> _Information provided_
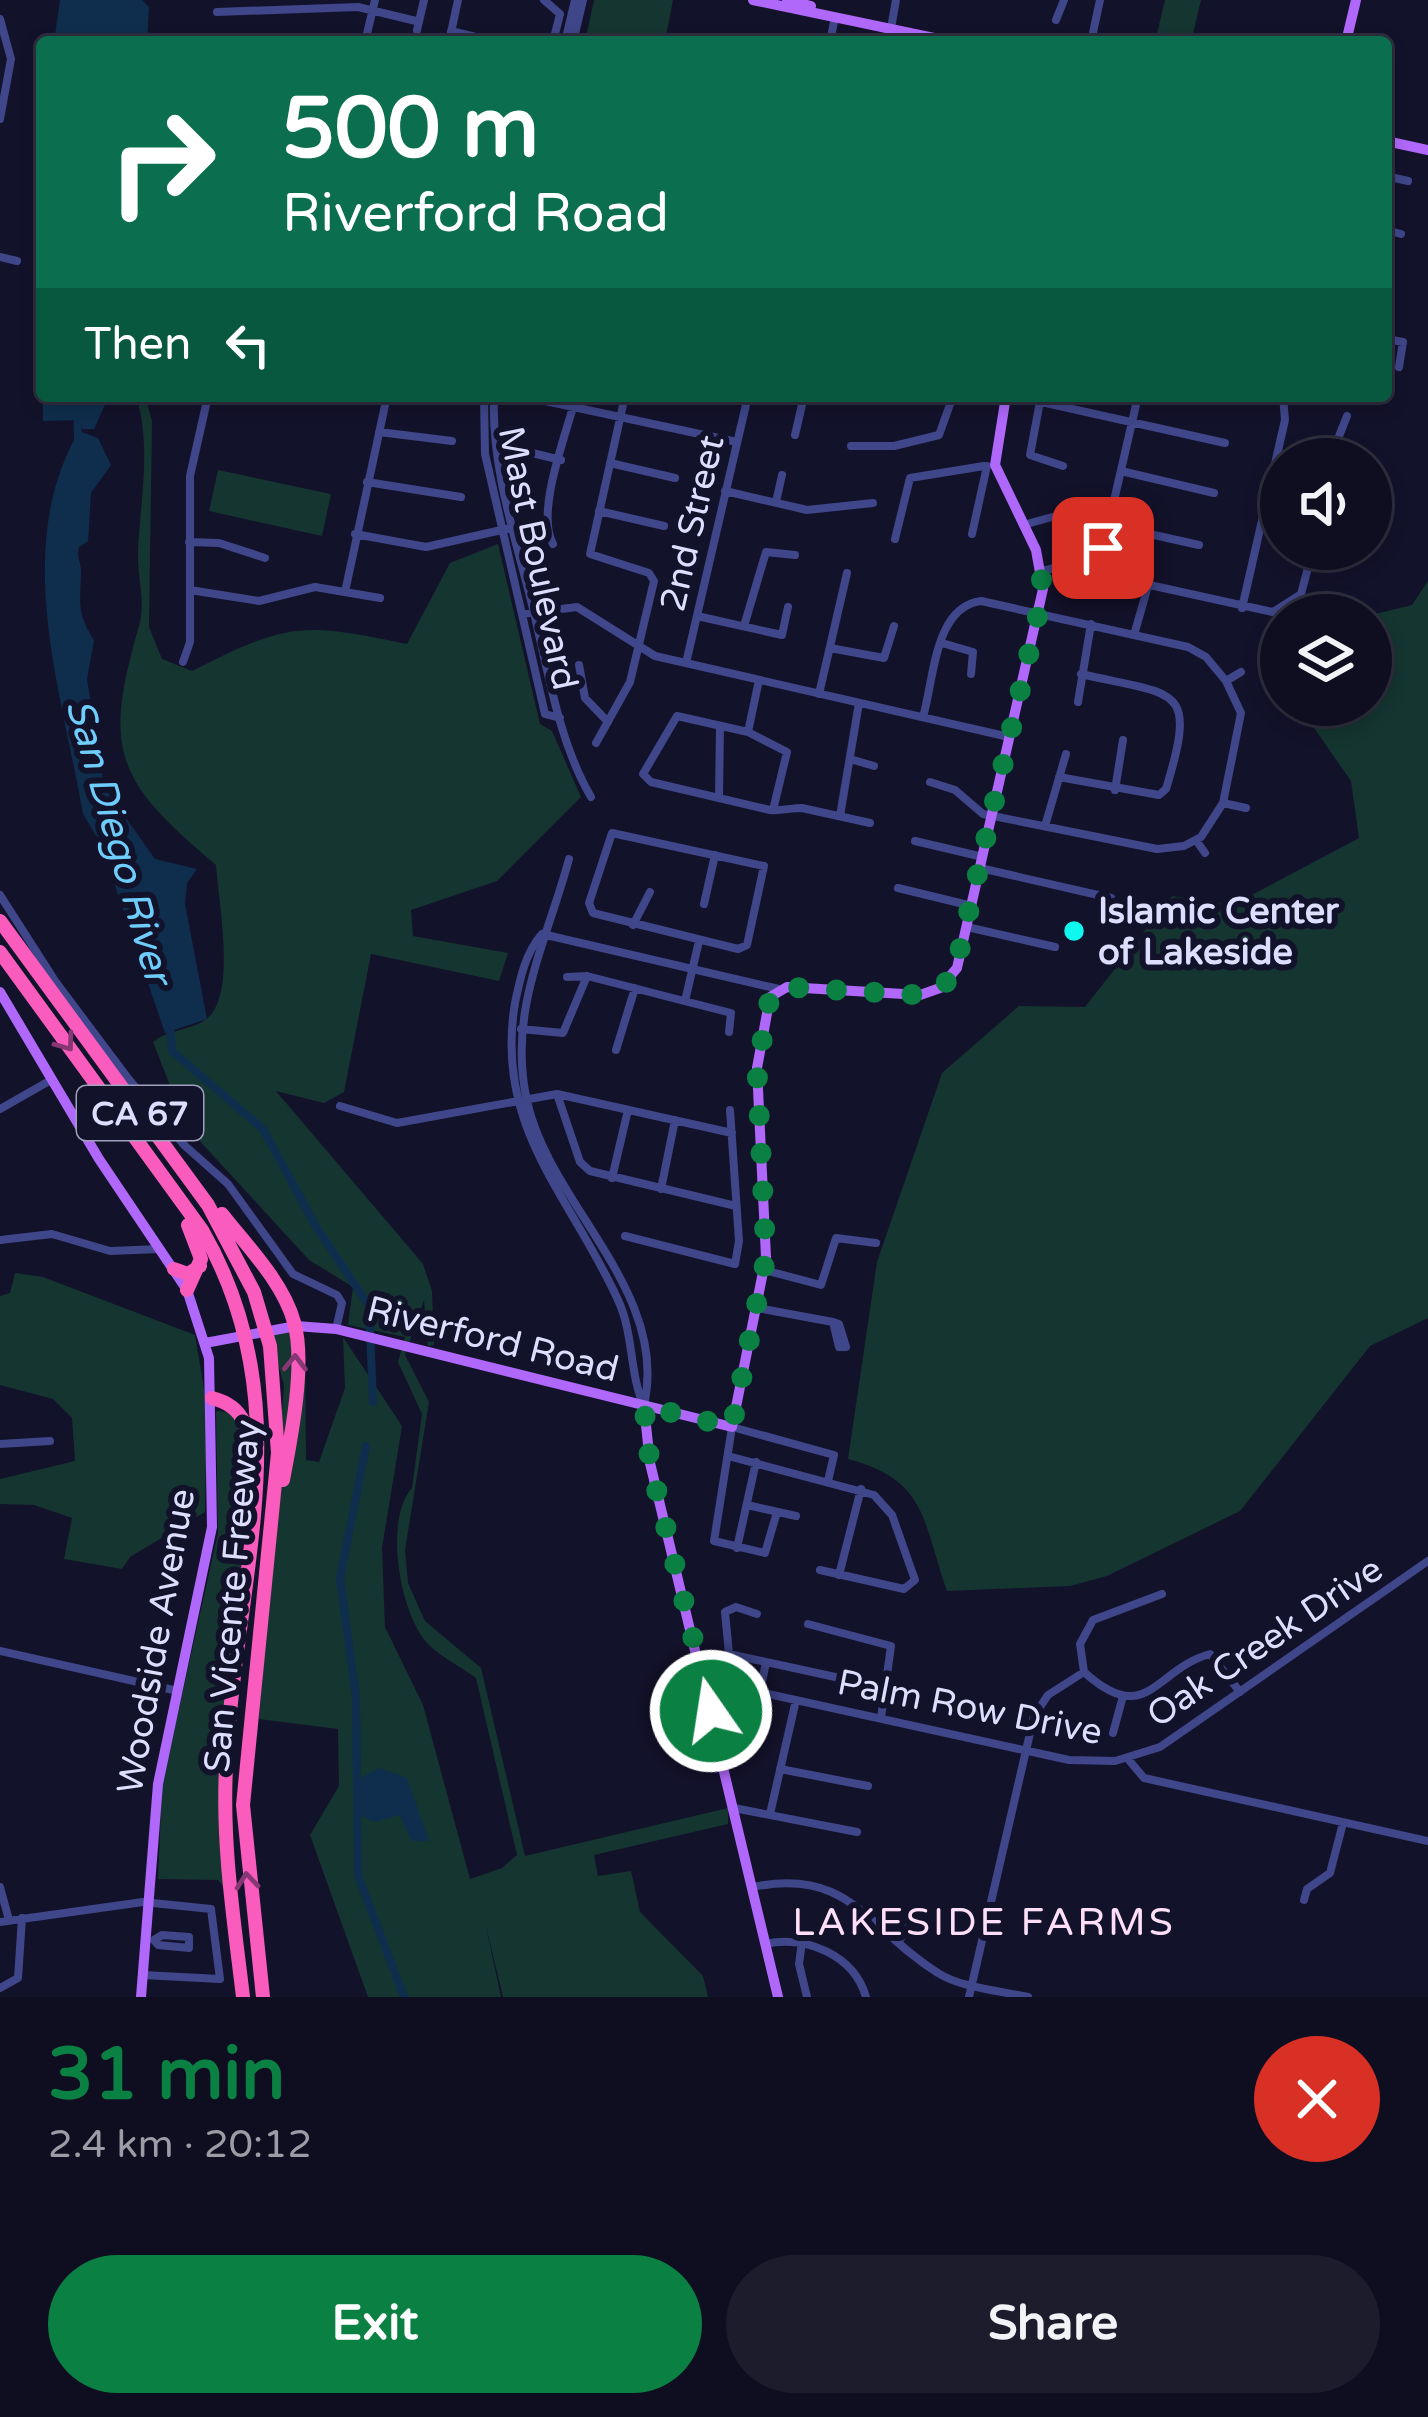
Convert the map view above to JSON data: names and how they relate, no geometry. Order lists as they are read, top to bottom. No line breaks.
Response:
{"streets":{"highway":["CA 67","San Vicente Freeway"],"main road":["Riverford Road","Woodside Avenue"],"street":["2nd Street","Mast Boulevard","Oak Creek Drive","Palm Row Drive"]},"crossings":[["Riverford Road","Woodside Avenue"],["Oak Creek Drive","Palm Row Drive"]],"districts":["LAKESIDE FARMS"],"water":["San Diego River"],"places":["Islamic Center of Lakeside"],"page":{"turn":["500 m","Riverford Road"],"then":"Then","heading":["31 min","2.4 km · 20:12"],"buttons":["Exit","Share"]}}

> _Work item_
The answer should consist of every line above, exact and free of images.

> _Expected output_
Convert the map view above to JSON data: names and how they relate, no geometry. Order lists as they are read, top to bottom. No line breaks.
Response:
{"streets":{"highway":["CA 67","San Vicente Freeway"],"main road":["Riverford Road","Woodside Avenue"],"street":["2nd Street","Mast Boulevard","Oak Creek Drive","Palm Row Drive"]},"crossings":[["Riverford Road","Woodside Avenue"],["Oak Creek Drive","Palm Row Drive"]],"districts":["LAKESIDE FARMS"],"water":["San Diego River"],"places":["Islamic Center of Lakeside"],"page":{"turn":["500 m","Riverford Road"],"then":"Then","heading":["31 min","2.4 km · 20:12"],"buttons":["Exit","Share"]}}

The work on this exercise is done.